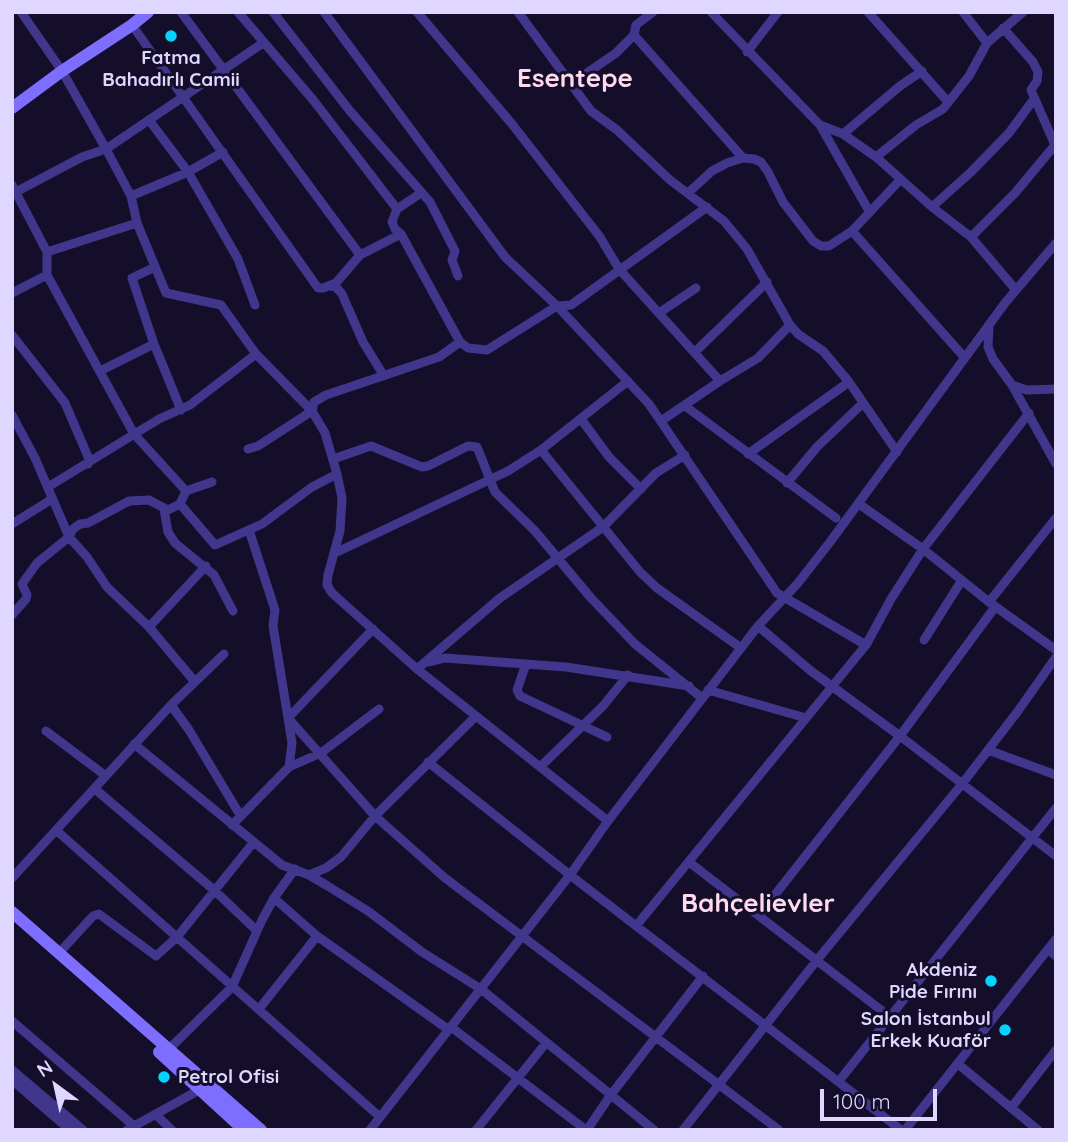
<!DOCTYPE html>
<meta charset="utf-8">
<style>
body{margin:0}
#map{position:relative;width:1068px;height:1142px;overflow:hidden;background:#150e2a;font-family:Quicksand,sans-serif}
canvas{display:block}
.frame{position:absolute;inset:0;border:14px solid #dfd7ff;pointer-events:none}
.north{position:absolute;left:21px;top:1051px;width:70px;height:70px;-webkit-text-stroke:5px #150e2a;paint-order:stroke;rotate:327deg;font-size:19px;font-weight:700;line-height:28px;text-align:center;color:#dfd7ff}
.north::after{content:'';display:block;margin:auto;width:24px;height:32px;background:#dfd7ff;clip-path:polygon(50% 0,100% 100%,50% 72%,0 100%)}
.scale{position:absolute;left:820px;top:1089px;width:117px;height:32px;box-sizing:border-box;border:4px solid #dfd7ff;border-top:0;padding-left:9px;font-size:21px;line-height:24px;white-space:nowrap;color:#dfd7ff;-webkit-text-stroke:5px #150e2a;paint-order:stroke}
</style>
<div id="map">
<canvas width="1068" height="1142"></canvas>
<div class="frame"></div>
<div class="north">N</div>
<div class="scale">100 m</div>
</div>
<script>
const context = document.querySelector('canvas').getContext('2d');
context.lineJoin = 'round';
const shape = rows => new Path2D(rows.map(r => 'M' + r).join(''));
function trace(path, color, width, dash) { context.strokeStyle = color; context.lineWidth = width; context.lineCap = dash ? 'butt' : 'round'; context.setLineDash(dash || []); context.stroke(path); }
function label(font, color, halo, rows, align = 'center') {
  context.font = font + ' Quicksand,sans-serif'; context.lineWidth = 6; context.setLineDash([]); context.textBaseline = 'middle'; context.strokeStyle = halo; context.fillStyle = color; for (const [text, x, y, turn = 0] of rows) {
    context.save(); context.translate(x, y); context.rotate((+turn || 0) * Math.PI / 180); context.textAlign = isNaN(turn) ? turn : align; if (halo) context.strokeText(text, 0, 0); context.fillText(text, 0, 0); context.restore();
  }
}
trace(shape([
 [21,12,62,71,106,149,131,196,137,223,47,252],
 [181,12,360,255],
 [238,12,314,101,397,209],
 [273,12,350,111,430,202,455,251,452,260,458,276],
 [324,12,505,257,557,306,649,404,777,593,866,645],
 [417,12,512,124,600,237,619,269,720,381],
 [518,12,591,111,617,130,670,180,724,221,747,249,790,325,798,334,823,351,849,382,897,452],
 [711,12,820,125,869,211],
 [868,12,948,102],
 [963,12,987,43],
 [132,25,318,288,323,288,336,283,360,255,401,234],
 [634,35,743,158],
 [747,52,778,12],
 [571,84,616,53,634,35,636,25,653,12],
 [149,120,188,172,238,259,255,305],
 [820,125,843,134,876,157,932,207,971,237,1016,290],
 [843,134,900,86,922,71],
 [876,157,916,125,943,109,969,76,987,43,1023,12],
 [12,185,47,252,47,275,12,293],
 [421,193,397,209,392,222,395,229,401,234,460,342],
 [688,193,712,171,727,163,743,158,754,159,761,162,768,172,783,202,813,241,821,246,829,246,852,231,900,180],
 [12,194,82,157,106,149,263,43],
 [131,196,188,172,223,152],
 [932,207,971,172,1009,133,1034,99],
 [137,223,166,293,221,305,256,354,312,411,325,433,337,474,342,498,340,531,328,575,327,585,332,593,417,669,608,821],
 [852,231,965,358],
 [971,237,1015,193,1055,145,1031,90,1037,81,1038,72,1033,62,1003,28],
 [155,267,132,278,154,344,181,410],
 [47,275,134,434,186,491],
 [330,286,336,287,342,294,363,342,384,376],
 [659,313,696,288],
 [989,326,988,347,993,359,1012,385,1056,464],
 [12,335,65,403,89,459,88,464],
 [695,352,767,282],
 [100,371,154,344],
 [1012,385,1027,390,1056,389],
 [685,406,836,518],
 [12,415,35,458,69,537,87,557,107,587,149,627,195,682],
 [581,419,609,457,641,489],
 [661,421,720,381,758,358,790,325],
 [248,449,258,446,312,411,314,402,326,395,439,357,460,342,468,348,487,350,557,306,571,305,707,207],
 [541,450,640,572,657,588,741,648],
 [748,454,849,382],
 [333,459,371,446,422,467,428,466,468,446,477,447,495,492,535,531,591,598,635,644,702,698],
 [787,483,817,447,862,404],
 [48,487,159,419,190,405,256,354],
 [180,504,215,545,262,524,312,487,337,474],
 [859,504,923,549,989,602,1056,650],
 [164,509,168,532,175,543,214,575,233,611],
 [12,524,52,499],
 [249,530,275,610,273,626,288,718,375,816,445,878,779,1130],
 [335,553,508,471,541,450,628,381],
 [989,602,1056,518],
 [12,615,26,599,27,595,22,584,37,563,69,537,73,529,80,524,88,523,129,501,149,500,168,510,180,504,186,491,212,482],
 [758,626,811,671,900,736,1056,856],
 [149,627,206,566],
 [924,640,962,580],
 [429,662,445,658,566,667,689,686],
 [526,664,517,690,520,696,607,737],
 [417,669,500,598,603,527,656,473,685,455],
 [708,690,806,718],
 [171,705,189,730,240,815],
 [46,731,106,776],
 [134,744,282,865,309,875,326,885,368,911,422,952,481,989,654,1130],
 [988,750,1056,775],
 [428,762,570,875,901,1130],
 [289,767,292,743,288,718,373,629],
 [540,767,603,706,628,675],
 [95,789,214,890,256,930],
 [232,825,289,767,321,753,379,709],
 [57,831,380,1117],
 [689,862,890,1017],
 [309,875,326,868,341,857,375,816,476,716],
 [12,878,171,705,224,654],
 [274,898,317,936,449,1030],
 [759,915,900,736,995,607],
 [636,926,866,645,891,599,923,549,1029,413],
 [1048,949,1056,956],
 [59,953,93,916,99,914,156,956,177,937,253,843],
 [259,1009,317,936],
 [12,1021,134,1126],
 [451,1027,586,1130],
 [169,1049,232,987,262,920,274,898,295,869],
 [958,1064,1038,1130],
 [12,1070,83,1130],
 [12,1080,70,1130],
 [839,1081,1056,808],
 [1011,1108,1056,1050],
 [155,1114,172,1130],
 [127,1130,201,1089],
 [370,1130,570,875,608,821,758,626,798,583,830,542,1005,303,1056,243],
 [476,1130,546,1043],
 [587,1130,610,1096,703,976],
 [683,1130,817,960,962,784,1018,711,1056,657],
 [905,1130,1056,939]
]), '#40368c', 9);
trace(shape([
 [12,108,62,71,132,25,148,12],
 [12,912,261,1130],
 [159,1052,244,1130]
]), '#7d6eff', 12);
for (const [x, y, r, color] of [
 [171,36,7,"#03d3ff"],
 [991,981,7,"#03d3ff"],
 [1005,1030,7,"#03d3ff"],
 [164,1077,7,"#03d3ff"]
]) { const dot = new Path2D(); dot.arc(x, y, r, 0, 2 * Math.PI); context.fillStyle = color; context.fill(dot); trace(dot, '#150e2a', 2.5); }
label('bold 19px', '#dfd7ff', '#150e2a', [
 ["Fatma",171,58,"center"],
 ["Bahadırlı Camii",171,80,"center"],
 ["Akdeniz",977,970],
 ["Pide Fırını",977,992],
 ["Salon İstanbul",991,1019],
 ["Erkek Kuaför",991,1041],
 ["Petrol Ofisi",178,1077,"left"]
], 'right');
label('bold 26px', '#ffd9ee', '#150e2a', [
 ["Esentepe",575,79],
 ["Bahçelievler",758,904]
]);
</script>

• _What the task asks_: Filter the entries above and return only the lines holding "lineWidth".

• _Output of the task_:
function trace(path, color, width, dash) { context.strokeStyle = color; context.lineWidth = width; context.lineCap = dash ? 'butt' : 'round'; context.setLineDash(dash || []); context.stroke(path); }
  context.font = font + ' Quicksand,sans-serif'; context.lineWidth = 6; context.setLineDash([]); context.textBaseline = 'middle'; context.strokeStyle = halo; context.fillStyle = color; for (const [text, x, y, turn = 0] of rows) {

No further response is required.